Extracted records
=== Begin Enclosure ===
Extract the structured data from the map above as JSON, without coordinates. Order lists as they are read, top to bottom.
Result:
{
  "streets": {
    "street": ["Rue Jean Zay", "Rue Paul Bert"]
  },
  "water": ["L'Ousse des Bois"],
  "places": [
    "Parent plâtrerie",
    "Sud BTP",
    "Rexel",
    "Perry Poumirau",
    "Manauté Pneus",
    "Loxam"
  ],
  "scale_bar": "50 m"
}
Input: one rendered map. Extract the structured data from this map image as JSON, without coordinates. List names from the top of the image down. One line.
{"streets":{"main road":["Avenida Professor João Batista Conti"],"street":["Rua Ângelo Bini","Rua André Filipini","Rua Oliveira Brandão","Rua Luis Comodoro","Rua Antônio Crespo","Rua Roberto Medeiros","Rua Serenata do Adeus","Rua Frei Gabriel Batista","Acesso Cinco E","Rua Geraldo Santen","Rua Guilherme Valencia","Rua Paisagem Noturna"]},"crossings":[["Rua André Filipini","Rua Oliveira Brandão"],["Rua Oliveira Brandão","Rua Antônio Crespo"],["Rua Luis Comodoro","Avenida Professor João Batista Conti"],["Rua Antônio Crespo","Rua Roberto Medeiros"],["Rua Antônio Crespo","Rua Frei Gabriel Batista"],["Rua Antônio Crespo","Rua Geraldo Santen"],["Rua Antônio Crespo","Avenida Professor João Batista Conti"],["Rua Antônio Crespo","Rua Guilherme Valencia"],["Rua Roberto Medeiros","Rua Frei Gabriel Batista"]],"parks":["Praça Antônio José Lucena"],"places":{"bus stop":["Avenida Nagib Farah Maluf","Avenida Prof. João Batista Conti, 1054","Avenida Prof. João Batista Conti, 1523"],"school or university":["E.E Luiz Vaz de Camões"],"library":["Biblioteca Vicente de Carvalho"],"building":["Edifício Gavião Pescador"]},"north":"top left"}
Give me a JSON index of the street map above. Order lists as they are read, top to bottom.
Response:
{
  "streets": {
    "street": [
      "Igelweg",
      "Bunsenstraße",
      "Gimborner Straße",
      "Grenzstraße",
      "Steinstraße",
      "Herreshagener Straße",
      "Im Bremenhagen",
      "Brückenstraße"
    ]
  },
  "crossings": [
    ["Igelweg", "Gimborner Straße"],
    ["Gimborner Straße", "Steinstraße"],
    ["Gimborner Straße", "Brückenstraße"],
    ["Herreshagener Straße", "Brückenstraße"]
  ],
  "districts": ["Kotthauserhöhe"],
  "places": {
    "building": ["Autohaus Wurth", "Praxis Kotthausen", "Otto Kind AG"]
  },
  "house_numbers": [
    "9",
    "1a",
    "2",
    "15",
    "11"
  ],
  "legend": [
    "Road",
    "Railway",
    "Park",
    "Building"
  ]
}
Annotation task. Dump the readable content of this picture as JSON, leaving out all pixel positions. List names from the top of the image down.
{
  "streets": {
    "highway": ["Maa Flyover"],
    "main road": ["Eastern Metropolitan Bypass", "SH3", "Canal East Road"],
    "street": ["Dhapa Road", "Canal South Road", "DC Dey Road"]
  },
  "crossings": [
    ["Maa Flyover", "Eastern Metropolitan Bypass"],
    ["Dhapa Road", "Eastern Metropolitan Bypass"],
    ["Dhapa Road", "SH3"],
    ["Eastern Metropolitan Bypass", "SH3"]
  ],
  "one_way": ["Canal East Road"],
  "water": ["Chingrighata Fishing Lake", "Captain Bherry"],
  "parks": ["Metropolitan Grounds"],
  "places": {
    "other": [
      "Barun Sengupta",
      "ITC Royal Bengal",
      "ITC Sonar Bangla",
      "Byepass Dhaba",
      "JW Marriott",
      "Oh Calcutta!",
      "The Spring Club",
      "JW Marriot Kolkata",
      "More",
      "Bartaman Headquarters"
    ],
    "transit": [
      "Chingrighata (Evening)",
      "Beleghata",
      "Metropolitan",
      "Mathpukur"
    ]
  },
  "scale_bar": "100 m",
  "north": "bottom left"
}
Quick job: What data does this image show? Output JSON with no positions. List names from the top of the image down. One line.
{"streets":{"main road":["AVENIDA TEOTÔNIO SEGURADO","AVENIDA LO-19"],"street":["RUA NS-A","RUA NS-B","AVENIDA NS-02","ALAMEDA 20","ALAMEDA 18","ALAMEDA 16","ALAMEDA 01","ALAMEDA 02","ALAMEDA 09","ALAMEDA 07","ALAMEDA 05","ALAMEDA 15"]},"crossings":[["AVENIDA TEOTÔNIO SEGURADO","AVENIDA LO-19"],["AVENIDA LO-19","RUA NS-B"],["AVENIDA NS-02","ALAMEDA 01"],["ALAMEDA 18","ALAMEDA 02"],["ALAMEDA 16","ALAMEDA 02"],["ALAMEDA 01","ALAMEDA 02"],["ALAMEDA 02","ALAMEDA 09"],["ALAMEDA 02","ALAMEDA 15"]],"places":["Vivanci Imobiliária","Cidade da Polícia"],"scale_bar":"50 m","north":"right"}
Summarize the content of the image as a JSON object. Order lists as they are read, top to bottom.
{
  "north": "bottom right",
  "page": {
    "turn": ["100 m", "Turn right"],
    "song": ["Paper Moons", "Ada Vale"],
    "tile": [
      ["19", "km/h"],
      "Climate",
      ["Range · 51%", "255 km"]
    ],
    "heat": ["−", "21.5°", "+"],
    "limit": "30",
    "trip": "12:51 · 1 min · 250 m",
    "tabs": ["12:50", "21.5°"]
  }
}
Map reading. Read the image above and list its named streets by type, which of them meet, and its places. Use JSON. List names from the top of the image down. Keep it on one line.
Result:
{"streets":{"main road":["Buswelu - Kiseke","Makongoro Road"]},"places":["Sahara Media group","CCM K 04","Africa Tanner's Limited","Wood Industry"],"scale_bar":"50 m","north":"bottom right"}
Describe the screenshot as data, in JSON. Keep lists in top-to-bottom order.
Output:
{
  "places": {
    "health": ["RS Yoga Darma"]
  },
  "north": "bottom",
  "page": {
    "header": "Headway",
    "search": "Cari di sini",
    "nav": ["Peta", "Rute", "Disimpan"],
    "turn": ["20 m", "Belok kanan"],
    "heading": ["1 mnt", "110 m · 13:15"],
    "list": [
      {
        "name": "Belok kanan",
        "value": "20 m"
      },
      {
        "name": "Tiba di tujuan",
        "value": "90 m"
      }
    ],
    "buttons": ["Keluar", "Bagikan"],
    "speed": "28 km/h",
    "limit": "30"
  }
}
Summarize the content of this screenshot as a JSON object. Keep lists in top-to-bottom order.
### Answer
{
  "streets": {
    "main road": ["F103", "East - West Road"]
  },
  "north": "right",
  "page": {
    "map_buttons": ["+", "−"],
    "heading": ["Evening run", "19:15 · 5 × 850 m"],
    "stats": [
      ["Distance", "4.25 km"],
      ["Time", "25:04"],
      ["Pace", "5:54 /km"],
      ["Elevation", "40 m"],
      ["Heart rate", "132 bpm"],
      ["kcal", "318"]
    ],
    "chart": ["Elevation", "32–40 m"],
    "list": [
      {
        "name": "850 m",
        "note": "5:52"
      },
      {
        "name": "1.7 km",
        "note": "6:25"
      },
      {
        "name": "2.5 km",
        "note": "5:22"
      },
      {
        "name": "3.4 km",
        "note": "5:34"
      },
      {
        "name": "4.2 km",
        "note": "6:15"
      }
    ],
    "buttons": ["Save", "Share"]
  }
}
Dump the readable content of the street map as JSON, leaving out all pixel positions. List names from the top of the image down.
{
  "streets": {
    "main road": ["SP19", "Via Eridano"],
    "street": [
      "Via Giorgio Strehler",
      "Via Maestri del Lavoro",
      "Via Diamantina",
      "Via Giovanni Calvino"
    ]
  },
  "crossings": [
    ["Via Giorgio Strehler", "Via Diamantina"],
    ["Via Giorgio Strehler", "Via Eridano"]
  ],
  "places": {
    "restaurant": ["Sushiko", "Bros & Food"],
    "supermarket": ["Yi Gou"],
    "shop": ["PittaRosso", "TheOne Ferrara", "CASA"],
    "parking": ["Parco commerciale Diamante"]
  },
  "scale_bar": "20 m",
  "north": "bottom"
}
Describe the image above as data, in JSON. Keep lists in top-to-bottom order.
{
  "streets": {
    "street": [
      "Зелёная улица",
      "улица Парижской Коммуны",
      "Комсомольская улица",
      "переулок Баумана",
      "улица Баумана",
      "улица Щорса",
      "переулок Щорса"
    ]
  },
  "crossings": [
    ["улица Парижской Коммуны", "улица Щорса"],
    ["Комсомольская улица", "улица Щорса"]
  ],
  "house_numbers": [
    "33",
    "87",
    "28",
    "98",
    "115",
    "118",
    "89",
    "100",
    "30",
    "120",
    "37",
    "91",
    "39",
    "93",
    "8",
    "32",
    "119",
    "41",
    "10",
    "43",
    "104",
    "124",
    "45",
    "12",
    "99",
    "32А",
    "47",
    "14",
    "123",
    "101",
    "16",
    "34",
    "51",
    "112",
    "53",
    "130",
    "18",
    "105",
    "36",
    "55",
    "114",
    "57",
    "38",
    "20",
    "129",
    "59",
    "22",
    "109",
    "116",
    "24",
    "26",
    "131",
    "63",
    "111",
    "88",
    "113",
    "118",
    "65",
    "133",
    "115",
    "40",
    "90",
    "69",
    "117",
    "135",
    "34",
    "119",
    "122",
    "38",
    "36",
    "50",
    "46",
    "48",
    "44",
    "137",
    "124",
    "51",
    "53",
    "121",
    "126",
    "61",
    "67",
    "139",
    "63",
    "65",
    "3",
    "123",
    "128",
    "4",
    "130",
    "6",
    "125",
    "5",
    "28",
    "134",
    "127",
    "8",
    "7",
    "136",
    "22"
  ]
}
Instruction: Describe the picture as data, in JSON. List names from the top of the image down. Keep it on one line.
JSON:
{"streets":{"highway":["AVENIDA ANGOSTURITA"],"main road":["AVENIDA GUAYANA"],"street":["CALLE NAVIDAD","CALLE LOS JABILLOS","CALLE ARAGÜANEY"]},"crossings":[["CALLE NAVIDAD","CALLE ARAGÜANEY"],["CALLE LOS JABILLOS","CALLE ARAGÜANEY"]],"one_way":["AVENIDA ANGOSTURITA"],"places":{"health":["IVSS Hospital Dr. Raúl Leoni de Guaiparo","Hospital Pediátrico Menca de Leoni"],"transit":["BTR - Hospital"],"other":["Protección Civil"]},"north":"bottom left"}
=== End Enclosure ===
**WORK INSTRUCTIONS:**
The answer should hold only the lines from the start of the records above through the line containing "Give me a JSON", each set down exactly.

**EXERCISE OUTPUT:**
Extract the structured data from the map above as JSON, without coordinates. Order lists as they are read, top to bottom.
Result:
{
  "streets": {
    "street": ["Rue Jean Zay", "Rue Paul Bert"]
  },
  "water": ["L'Ousse des Bois"],
  "places": [
    "Parent plâtrerie",
    "Sud BTP",
    "Rexel",
    "Perry Poumirau",
    "Manauté Pneus",
    "Loxam"
  ],
  "scale_bar": "50 m"
}
Input: one rendered map. Extract the structured data from this map image as JSON, without coordinates. List names from the top of the image down. One line.
{"streets":{"main road":["Avenida Professor João Batista Conti"],"street":["Rua Ângelo Bini","Rua André Filipini","Rua Oliveira Brandão","Rua Luis Comodoro","Rua Antônio Crespo","Rua Roberto Medeiros","Rua Serenata do Adeus","Rua Frei Gabriel Batista","Acesso Cinco E","Rua Geraldo Santen","Rua Guilherme Valencia","Rua Paisagem Noturna"]},"crossings":[["Rua André Filipini","Rua Oliveira Brandão"],["Rua Oliveira Brandão","Rua Antônio Crespo"],["Rua Luis Comodoro","Avenida Professor João Batista Conti"],["Rua Antônio Crespo","Rua Roberto Medeiros"],["Rua Antônio Crespo","Rua Frei Gabriel Batista"],["Rua Antônio Crespo","Rua Geraldo Santen"],["Rua Antônio Crespo","Avenida Professor João Batista Conti"],["Rua Antônio Crespo","Rua Guilherme Valencia"],["Rua Roberto Medeiros","Rua Frei Gabriel Batista"]],"parks":["Praça Antônio José Lucena"],"places":{"bus stop":["Avenida Nagib Farah Maluf","Avenida Prof. João Batista Conti, 1054","Avenida Prof. João Batista Conti, 1523"],"school or university":["E.E Luiz Vaz de Camões"],"library":["Biblioteca Vicente de Carvalho"],"building":["Edifício Gavião Pescador"]},"north":"top left"}
Give me a JSON index of the street map above. Order lists as they are read, top to bottom.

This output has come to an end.